第21章 bombshell
まさかあのバッシュがそんなことになってるなんて思いもしなかった。
イタリアの話から面白い話が聞けて物の価値はやっぱり人によって違うんだなって当たり前のことに気づかされた
当時のあたしにはすごく高いお買い物だったけど、それまでに大我がしてくれたことに比べればなんてことないと思えた。

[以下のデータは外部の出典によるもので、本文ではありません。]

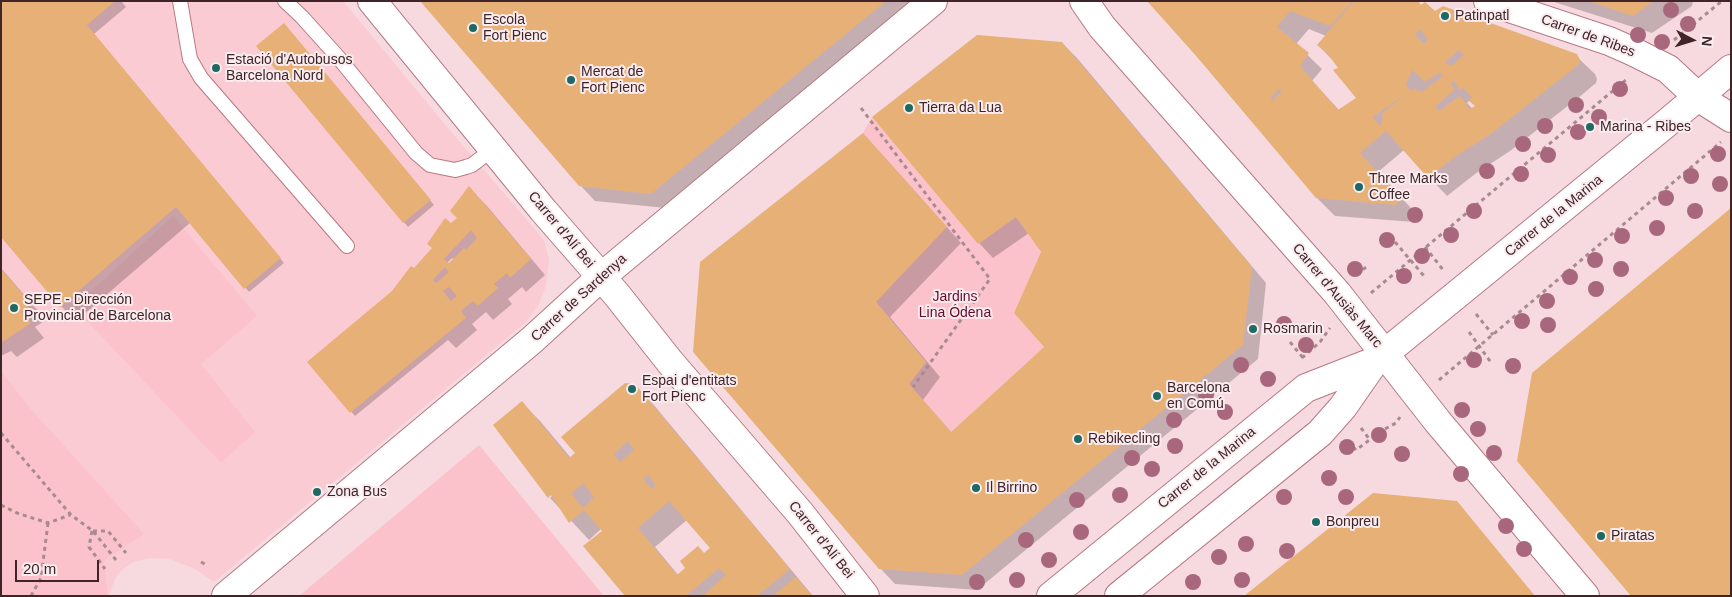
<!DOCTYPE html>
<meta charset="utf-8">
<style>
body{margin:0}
#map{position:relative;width:1732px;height:597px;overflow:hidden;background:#f7dadf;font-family:Helvetica,sans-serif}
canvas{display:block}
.frame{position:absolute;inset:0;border:2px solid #3f252a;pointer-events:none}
.north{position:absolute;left:1667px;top:15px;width:50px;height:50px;-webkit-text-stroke:4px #faecee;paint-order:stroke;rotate:95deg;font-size:14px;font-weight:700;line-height:20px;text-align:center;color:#3f252a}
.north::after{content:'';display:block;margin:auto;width:18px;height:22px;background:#3f252a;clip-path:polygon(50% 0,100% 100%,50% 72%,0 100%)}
.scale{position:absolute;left:15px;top:560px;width:84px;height:22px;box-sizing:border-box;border:2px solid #3f252a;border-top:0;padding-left:6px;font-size:15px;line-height:18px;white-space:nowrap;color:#3f252a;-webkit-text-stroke:4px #faecee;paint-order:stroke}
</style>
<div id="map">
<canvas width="1732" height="597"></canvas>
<div class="frame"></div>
<div class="north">N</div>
<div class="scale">20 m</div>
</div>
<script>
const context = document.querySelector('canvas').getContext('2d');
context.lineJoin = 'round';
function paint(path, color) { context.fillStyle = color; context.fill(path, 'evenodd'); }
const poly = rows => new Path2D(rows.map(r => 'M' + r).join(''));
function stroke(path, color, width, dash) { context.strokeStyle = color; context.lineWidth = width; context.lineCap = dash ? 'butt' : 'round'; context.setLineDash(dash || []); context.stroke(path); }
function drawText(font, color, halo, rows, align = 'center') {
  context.font = font + ' Helvetica,sans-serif'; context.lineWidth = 4; context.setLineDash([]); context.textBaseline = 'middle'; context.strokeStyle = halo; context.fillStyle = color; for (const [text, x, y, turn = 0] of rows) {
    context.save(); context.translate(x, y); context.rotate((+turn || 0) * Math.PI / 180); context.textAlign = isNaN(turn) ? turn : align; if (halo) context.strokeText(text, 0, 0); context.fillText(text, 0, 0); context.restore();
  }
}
paint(poly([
 [1,1,343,1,443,122,544,240,549,260,546,286,538,306,526,322,214,582,195,569,169,559,149,558,134,562,123,569,115,579,109,596,1,596]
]), '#fbcbd3');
paint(poly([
 [872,117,978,244,1016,217,1041,252,1014,313,1044,347,951,432,909,384,926,362,876,302,863,133],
 [173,216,257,316,201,364,255,432,221,463,74,307],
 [1,371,29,407,144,534,105,560,103,566,105,569,108,596,1,596],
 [479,445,604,596,299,596]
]), '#fbc2cb');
paint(poly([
 [1,1,121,1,126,7,94,34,284,263,249,292,191,222,76,321,61,306],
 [422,1,918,1,666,208,595,201,580,185],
 [1150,1,1416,1,1421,7,1435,13,1576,56,1595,74,1597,79,1596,83,1578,98,1510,151,1475,174,1447,196,1404,150,1378,172,1420,218,1414,222,1335,216,1316,197],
 [1309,29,1326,36,1318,45,1340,68,1358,98,1339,110,1312,81,1322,69,1296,44],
 [1470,100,1477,106,1473,109,1467,103],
 [1551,1,1693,1,1692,6,1652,33],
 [288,29,434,205,408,227,258,46],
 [1062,43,1077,58,1266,283,1258,359,977,590,895,584,880,568,695,351,878,150,961,243,890,317,940,377,923,400,952,433,1045,347,1042,252,1029,233,993,258,979,243],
 [469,188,487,206,545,275,526,292,522,287,508,299,512,304,493,320,486,312,472,324,477,330,456,348,448,340,355,416,309,362,393,292,414,270,459,218],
 [452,258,454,260,448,266,446,264],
 [1,268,46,320,35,327,44,338,17,357,11,351,1,356],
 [634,385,653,404,813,596,626,596,604,531,602,528,589,540,550,498,556,492,549,495,549,497,522,403,540,421,571,458],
 [687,520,711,549,679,576,655,547]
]), '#0003');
paint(poly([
 [1,1,115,1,87,25,281,258,244,289,176,207,60,307,1,237],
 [420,1,886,1,651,194,579,186],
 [1147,1,1353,1,1330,26,1290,11,1277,27,1309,53,1300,66,1338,110,1356,98,1333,70,1338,68,1328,54,1317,45,1354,1,1418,1,1421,5,1425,2,1435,11,1443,6,1577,54,1580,60,1578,65,1559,80,1492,133,1456,156,1428,178,1386,131,1360,153,1402,199,1395,205,1316,198,1198,58],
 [1420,29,1428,40,1424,44,1415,35],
 [1459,50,1464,55,1451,66,1445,62],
 [1412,70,1425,82,1440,72,1443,76,1422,92,1414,89,1410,91,1406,84],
 [1454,81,1460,90,1463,88,1472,97,1468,100,1475,106,1470,109,1460,96,1439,111,1435,107,1455,89,1450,84],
 [1279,89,1282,91,1272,101,1270,99],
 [1404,95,1383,113,1381,127,1373,117],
 [1589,1,1654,1,1633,16],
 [284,23,431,200,403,223,256,46],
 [977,35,1062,42,1252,267,1243,345,962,575,879,569,693,352,700,262,863,133,947,227,876,302,926,362,909,384,951,432,1044,347,1014,313,1041,252,1016,217,978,244,872,117],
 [469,186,531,259,510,278,507,273,494,284,498,288,478,306,473,301,461,311,466,318,350,413,307,362,392,291,411,266,414,268,432,248,427,244,445,218,451,223,457,218,450,211],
 [471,230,477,238,466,250,464,248,449,263,444,259],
 [445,267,449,272,436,283,433,280],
 [449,287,457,296,451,301,443,291],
 [1731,208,1731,596,1631,596,1517,461,1532,373],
 [1,269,32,304,21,312,31,323,1,343],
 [625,383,635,384,790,569,757,596,705,596,704,595,726,575,719,568,686,596,625,596,583,546,602,531,584,510,569,523,551,495,548,498,493,425,522,401,569,458,575,453,561,437],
 [628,441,634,450,620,462,614,454],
 [648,475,656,485,652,489,643,479],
 [583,483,594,497,583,508,571,494],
 [669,501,710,548,704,553,698,546,680,561,685,568,677,575,638,528],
 [1373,493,1457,501,1535,596,1244,596],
 [796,577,812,596,773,596]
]), '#e6b076');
const service = poly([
 [180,1,190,59,201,78,347,246],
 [285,1,302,17,338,57,416,153,430,165,455,170,466,167,472,165,493,149]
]);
const minor = poly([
 [372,1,543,210,617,295,670,362,800,513,865,596],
 [1084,1,1102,27,1337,293,1438,422,1585,596],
 [1488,1,1609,41,1634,52,1668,69,1698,97,1731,118]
]);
const tertiary = poly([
 [226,596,532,340,601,277,933,1],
 [1051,596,1306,388,1375,361,1384,354,1668,122,1731,69],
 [1119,596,1320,433,1343,407,1375,361]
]);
stroke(service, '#b77884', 16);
stroke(minor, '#b77884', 30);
stroke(tertiary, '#b77884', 30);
stroke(poly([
 [1674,40,1722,1],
 [861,108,990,279,913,387],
 [1395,242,1424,276],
 [1425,247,1444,271],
 [1357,275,1366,267],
 [1371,293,1627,79],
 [1476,314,1493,335],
 [1469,332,1492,364],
 [1290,342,1304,359],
 [1302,358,1320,342,1330,328],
 [1439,380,1721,142],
 [1361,428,1370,440],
 [1,433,71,515,93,531,116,560],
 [1348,441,1356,450,1383,430,1396,423,1400,417],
 [1,505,17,513,48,523,70,515],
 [92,531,89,547,105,569],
 [93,531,108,531,126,553],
 [201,562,205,564],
 [31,596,41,578,48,523]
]), '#a78b90', 3, [4, 4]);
stroke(service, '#fff', 14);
stroke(minor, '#fff', 28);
stroke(tertiary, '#fff', 28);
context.fillStyle = '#a9677d';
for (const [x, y] of [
 [1671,10],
 [1688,24],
 [1638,35],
 [1662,42],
 [1620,89],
 [1576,105],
 [1599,117],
 [1545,126],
 [1578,132],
 [1523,144],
 [1718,154],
 [1548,155],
 [1487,171],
 [1521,174],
 [1691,176],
 [1720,184],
 [1666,198],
 [1474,211],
 [1695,211],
 [1415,215],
 [1657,228],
 [1451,235],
 [1622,236],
 [1387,240],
 [1422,256],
 [1595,260],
 [1355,269],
 [1621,269],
 [1404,276],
 [1570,277],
 [1596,289],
 [1547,301],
 [1522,321],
 [1284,324],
 [1548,325],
 [1306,345],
 [1474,360],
 [1241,365],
 [1513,366],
 [1268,379],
 [1206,395],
 [1462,410],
 [1225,412],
 [1174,420],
 [1478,429],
 [1379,435],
 [1175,446],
 [1347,447],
 [1494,453],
 [1402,454],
 [1132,458],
 [1152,469],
 [1461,474],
 [1329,478],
 [1120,495],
 [1284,497],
 [1346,497],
 [1077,500],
 [1506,526],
 [1081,532],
 [1026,540],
 [1246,544],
 [1524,549],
 [1287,551],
 [1219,557],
 [1049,560],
 [1017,580],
 [1242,580],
 [977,582],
 [1193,582]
]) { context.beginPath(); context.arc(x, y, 8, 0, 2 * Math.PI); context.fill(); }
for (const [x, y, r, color] of [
 [1445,16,5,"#1e6963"],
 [473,28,5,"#1e6963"],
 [216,68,5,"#1e6963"],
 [571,80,5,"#1e6963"],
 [909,108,5,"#1e6963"],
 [1590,127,5,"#1e6963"],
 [1359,187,5,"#1e6963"],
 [14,308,5,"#1e6963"],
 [1253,329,5,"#1e6963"],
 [632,389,5,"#1e6963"],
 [1157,396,5,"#1e6963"],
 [1078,439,5,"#1e6963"],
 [976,488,5,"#1e6963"],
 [317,492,5,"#1e6963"],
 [1316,522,5,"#1e6963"],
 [1601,536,5,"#1e6963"]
]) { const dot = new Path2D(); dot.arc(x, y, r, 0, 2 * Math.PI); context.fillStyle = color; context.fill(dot); stroke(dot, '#faecee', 2); }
drawText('14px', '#3f252a', '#faecee', [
 ["Patinpatl",1455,16],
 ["Escola",483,20],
 ["Fort Pienc",483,36],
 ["Estació d'Autobusos",226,60],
 ["Barcelona Nord",226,76],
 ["Mercat de",581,72],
 ["Fort Pienc",581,88],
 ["Tierra da Lua",919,108],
 ["Marina - Ribes",1600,127],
 ["Three Marks",1369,179],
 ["Coffee",1369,195],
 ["SEPE - Dirección",24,300],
 ["Provincial de Barcelona",24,316],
 ["Rosmarin",1263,329],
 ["Espai d'entitats",642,381],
 ["Fort Pienc",642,397],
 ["Barcelona",1167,388],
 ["en Comú",1167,404],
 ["Rebikecling",1088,439],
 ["Il Birrino",986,488],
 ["Zona Bus",327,492],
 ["Bonpreu",1326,522],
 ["Piratas",1611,536]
], 'left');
drawText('14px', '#3f252a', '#faecee', [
 ["Carrer de Ribes",1588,36,20],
 ["Carrer de la Marina",1554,216,-39],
 ["Carrer d'Alí Bei",561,230,50],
 ["Carrer d'Ausiàs Marc",1337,296,50],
 ["Carrer de Sardenya",579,298,-42],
 ["Carrer de la Marina",1207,468,-39],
 ["Carrer d'Alí Bei",821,540,51]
]);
drawText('14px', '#69092c', '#faecee', [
 ["Jardins",955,297],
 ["Lina Ódena",955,313]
]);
</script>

大我が戻ってきてチャイムが鳴ったから、一瞬触れるだけのキスをして青峰君が玄関を開けに行ってくれた
「おかえりー」
「ただいまー。お前あのバッシュ3千円って答えたんだって?バカすぎだろ」
廊下からすごい笑い声が聞こえたから何かと思えば、さっきのあたしのバッシュにつけた値段で笑ってたみたい。
だけど今日はあたしのターンだから。
「この治安のいい日本でお財布盗まれた人にだけはバカなんて言われたくなーい。それに今の大我の生命線はこのおうちだってことを忘れてるでしょ?あたしがご飯あげないって言ったら大我はどうやってご飯にするんだろうねー」
『ネロはお水飲んで少し休憩したらジャーキーあげるね』
大我にトイレのついでに遊んでもらったのか、少し息が上がってて、楽しそうに笑ったような顔をするネロ君を撫でてお水をあげると、長い舌でぱちゃぱちゃとお水を飲み始めた
「おいっ!それは死ぬだろ!マジで腹減ってんのにネロのトイレ行って走らされてマジで倒れるから食い物くれっ」
「食い物やるからあのバッシュ俺によこせ」
「はぁ⁉それとこれとじゃ全然話違げぇだろ!」
「お前今金ねぇだろ?LA戻ってあのバッシュくれんなら今すぐ現金用意してやるぜ。そーすりゃすぐLA戻れるうえに食い物だって買えるんだから悪くねぇ話だろ?」
なんかこの二人って…
別々にいるときはちゃんと大人なのに、一緒にいるとほんと子供みたいなことばっか言ってる。
「ほー。なら…1兆円で片足の靴紐だけやるわ」
「てめぇ…それは無理に決まってんだろ!俺が一文無しになるどころか借金まみれになるだろうが!もっとりょーしんてきな値段にしろよ」
「まぁ実際、1兆積まれてもやらねぇけど」
「クッソ」
ほんと、笑っちゃう。
青峰君と二人っきりも楽しくて大好きだけど、大我がいても楽しい。
特別な人ができても、やっぱり大我のことは大好きだから、日本にいる間は困ってるならお世話してあげる。